In Salt Lake City, efforts to bring peace and solace to the many homeless people who tend to congregate near the city’s Pioneer Park, west of downtown, have taken the form of the police department’s new Metro Support Bureau Resource Center at 420 W. 200 South.
Under Mayor Ralph Becker and Police Chief Chris Burbank, the city’s focus on dealing with the homeless has included extra efforts to treat those pool souls as, well, poor souls. As victims rather than criminals. As people who need a hand, some care, access to housing, not a nightstick upside the head and a night in jail.
Not that the police aren’t arresting people in and around Pioneer Park. They are. Given that the homeless population is always going to include more than its share of the mentally ill and people with substance-abuse problems, that group is always going to present police with some who victimize and many who are victims.

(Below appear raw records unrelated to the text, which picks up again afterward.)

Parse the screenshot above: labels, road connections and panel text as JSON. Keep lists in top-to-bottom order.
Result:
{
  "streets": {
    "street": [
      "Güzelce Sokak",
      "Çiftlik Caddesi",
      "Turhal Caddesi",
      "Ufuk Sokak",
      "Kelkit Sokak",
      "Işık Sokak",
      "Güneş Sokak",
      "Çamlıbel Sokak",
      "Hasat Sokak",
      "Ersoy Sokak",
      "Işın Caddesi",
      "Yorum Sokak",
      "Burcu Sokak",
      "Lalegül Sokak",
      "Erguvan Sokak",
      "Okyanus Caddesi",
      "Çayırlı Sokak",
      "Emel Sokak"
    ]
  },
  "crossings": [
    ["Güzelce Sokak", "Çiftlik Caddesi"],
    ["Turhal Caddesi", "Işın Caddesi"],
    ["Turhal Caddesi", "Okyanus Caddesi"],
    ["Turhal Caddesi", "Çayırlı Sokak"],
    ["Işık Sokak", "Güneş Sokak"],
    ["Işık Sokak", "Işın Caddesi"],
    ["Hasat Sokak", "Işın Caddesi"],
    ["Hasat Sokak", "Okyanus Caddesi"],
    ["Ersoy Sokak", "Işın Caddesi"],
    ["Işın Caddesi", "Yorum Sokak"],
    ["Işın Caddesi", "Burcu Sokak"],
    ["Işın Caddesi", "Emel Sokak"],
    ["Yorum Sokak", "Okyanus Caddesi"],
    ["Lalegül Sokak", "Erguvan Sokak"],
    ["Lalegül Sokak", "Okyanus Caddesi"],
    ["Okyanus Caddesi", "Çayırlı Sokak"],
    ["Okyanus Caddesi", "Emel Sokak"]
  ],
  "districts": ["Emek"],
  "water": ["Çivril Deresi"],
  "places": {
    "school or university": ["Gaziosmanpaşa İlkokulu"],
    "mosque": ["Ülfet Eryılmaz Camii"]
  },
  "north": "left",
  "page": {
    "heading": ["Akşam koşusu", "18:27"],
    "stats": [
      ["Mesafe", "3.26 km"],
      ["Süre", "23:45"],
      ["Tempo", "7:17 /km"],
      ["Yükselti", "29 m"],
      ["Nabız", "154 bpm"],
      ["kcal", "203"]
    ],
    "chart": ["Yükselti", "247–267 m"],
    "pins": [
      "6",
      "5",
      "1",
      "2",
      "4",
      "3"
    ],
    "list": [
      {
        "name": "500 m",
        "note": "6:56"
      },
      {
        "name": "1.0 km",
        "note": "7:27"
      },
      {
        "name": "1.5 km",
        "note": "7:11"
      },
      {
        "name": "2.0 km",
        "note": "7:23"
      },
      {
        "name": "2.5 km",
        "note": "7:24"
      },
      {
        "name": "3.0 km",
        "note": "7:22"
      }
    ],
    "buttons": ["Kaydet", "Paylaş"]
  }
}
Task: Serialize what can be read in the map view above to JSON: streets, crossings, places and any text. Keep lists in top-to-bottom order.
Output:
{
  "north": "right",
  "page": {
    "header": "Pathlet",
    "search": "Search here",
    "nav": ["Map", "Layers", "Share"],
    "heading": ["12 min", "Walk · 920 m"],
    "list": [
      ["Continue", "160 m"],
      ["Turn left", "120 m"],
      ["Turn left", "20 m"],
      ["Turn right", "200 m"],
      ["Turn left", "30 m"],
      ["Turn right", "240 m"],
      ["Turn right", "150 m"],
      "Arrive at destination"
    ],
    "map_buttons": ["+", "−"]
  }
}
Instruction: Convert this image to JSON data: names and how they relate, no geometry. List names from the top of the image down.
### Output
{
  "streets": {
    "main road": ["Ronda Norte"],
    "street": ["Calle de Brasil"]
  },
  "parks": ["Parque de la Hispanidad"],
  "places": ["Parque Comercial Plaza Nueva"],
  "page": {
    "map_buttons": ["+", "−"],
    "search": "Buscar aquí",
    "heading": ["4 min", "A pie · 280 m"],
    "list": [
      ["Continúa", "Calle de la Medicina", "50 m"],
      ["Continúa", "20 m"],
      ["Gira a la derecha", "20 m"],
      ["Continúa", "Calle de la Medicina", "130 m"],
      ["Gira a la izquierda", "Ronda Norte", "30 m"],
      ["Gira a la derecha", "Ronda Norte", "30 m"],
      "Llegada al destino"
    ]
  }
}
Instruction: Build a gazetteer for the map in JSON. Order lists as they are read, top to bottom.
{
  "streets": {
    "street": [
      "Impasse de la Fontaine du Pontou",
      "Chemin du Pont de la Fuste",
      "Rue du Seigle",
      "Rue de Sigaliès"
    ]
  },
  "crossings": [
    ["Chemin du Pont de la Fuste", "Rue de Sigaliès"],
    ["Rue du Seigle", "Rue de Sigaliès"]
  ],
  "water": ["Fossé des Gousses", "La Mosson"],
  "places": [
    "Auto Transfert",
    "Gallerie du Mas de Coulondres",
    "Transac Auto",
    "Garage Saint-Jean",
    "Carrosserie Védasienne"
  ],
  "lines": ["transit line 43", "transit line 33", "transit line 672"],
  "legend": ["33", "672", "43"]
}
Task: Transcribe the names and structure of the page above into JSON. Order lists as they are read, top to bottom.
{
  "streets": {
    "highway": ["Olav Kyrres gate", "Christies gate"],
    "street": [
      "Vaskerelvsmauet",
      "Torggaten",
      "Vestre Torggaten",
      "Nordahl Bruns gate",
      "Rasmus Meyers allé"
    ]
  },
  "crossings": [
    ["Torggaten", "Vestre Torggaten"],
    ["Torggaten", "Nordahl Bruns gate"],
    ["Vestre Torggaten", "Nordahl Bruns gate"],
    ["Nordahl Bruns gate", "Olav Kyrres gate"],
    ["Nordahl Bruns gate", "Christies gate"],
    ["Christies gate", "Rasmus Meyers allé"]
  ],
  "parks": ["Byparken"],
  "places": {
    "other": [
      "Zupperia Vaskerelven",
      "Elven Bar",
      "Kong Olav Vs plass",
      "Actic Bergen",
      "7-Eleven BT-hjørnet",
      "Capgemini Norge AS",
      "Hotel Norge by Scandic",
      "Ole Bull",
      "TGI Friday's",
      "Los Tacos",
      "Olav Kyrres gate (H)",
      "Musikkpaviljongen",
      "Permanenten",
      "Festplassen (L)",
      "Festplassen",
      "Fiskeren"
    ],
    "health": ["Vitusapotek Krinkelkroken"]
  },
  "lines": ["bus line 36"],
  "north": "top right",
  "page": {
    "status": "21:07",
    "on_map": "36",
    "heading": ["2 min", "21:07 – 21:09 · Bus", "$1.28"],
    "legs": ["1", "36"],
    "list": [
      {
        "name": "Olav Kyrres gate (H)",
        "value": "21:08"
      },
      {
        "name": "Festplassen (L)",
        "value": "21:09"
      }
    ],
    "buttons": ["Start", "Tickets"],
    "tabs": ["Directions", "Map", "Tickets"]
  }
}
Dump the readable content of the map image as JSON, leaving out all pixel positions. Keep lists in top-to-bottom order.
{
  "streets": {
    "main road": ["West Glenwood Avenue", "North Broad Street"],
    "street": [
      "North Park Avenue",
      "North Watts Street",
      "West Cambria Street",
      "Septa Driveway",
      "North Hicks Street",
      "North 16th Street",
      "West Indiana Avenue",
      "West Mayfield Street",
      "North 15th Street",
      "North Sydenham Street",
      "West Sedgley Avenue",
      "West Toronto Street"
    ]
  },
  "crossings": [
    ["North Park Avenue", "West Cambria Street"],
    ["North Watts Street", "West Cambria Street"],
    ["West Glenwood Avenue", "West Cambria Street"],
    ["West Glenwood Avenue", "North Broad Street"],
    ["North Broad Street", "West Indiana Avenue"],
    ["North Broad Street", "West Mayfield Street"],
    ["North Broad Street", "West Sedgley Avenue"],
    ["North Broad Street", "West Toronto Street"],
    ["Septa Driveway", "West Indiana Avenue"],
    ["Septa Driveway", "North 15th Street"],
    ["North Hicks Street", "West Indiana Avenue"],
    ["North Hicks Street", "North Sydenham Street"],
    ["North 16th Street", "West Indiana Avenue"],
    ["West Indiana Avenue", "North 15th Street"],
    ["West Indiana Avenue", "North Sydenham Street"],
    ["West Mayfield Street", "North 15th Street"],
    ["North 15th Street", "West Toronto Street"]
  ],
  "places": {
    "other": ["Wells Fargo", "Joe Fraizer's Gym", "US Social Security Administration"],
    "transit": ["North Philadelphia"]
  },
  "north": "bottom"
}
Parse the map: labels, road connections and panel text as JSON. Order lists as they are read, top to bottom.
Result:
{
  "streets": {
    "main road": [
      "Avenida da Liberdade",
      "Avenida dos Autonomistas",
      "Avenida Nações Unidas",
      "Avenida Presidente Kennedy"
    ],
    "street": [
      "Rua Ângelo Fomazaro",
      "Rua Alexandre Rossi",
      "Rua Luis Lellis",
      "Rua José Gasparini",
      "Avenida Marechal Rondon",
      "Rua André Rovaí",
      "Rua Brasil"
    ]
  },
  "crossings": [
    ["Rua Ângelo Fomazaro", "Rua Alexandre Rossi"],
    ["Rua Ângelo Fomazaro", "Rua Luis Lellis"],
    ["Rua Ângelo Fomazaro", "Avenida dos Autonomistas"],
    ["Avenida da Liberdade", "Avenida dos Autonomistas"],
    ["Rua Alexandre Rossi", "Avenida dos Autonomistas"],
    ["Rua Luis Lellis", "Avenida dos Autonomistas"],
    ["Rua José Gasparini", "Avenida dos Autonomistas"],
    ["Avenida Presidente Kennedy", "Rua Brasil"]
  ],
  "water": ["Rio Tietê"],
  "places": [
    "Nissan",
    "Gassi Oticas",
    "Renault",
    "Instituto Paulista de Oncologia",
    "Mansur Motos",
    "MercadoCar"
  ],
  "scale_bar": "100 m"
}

But the city’s efforts to provide housing for the homeless, especially for veterans, have been recognized at the White House and elsewhere as among the nation’s most successful. And a police station that incorporates in its mission the presence of social service agencies, whose workers and volunteers work alongside law enforcement officers to sort the criminals from the lost is a big part of that effort.
Yes, the Salt Lake City Police Department is under a lot of criticism right now. One of its officers shot and killed a young man in a confrontation outside a convenience store, under circumstances that are still under investigation. Another officer killed a dog in its own backyard while the officer was searching for a missing child.
Many more such incidents, and the department’s image as a group of professionals who are admirably slow on the draw may suffer.
Still, at least at the policy-making level, Salt Lake City’s approach to crime is one of patience, compassion and concern for those who have already been abused enough by life that they neither need nor deserve to be punished by the law.
Instead of playing war in camos and helmets, as happens far too often elsewhere, police here are held to a higher standard. They are expected to keep the peace.